● **PROVIDED INFORMATION**
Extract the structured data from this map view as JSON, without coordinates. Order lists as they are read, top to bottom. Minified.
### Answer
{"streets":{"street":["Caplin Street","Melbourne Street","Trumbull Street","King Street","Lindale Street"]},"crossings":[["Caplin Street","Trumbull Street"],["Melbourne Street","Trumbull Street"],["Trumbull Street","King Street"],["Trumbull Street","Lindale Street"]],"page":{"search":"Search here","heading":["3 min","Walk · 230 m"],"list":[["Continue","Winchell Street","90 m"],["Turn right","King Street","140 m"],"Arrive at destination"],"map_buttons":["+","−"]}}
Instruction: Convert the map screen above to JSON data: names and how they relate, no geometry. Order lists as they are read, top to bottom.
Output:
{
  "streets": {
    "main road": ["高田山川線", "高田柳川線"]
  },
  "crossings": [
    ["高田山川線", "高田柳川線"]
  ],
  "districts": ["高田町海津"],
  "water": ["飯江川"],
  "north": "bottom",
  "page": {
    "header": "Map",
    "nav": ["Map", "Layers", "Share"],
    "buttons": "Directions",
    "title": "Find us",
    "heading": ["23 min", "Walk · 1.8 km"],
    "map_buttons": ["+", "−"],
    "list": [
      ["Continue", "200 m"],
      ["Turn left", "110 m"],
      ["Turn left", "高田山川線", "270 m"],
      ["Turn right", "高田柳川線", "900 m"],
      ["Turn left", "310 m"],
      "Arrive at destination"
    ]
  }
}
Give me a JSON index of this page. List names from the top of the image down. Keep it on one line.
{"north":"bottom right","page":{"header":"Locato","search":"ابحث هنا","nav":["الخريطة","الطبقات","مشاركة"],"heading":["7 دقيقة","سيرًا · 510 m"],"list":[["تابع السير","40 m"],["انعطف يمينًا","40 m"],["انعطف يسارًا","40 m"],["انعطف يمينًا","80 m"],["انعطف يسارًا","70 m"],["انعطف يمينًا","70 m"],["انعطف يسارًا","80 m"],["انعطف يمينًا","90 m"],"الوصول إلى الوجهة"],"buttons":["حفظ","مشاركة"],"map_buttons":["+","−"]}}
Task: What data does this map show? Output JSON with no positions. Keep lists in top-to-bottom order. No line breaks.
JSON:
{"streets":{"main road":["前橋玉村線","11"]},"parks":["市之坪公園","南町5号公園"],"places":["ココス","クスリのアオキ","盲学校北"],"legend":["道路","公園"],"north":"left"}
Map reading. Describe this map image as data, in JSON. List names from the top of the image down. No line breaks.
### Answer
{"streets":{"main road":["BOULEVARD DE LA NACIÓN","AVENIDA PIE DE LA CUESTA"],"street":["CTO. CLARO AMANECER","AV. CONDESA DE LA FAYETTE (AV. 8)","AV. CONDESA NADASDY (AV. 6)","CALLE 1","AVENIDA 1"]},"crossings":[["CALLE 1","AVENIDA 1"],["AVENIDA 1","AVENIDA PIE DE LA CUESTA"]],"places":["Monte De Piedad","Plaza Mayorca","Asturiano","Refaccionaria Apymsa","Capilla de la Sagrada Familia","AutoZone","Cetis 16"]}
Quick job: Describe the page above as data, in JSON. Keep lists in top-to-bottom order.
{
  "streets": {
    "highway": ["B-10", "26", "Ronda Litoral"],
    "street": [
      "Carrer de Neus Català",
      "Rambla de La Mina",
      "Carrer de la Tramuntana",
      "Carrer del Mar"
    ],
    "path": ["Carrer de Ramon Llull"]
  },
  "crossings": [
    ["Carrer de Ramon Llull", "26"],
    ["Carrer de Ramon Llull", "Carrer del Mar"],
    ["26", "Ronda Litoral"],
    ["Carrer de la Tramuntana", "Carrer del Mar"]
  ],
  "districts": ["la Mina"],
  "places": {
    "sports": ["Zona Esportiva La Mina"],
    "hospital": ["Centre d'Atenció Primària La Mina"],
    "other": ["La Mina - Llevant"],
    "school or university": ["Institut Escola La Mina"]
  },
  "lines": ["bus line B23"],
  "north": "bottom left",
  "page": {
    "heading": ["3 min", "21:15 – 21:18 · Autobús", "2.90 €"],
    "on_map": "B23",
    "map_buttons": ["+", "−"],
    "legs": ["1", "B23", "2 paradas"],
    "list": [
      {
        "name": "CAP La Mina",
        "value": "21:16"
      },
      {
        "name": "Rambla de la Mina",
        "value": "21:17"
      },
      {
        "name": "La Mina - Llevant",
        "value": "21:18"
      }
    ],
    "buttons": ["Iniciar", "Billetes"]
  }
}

● **WHAT TO PRODUCE**
Copy out every line from the data above in which the word "breaks" occurs.

● **WRITTEN ANSWER**
Task: What data does this map show? Output JSON with no positions. Keep lists in top-to-bottom order. No line breaks.
Map reading. Describe this map image as data, in JSON. List names from the top of the image down. No line breaks.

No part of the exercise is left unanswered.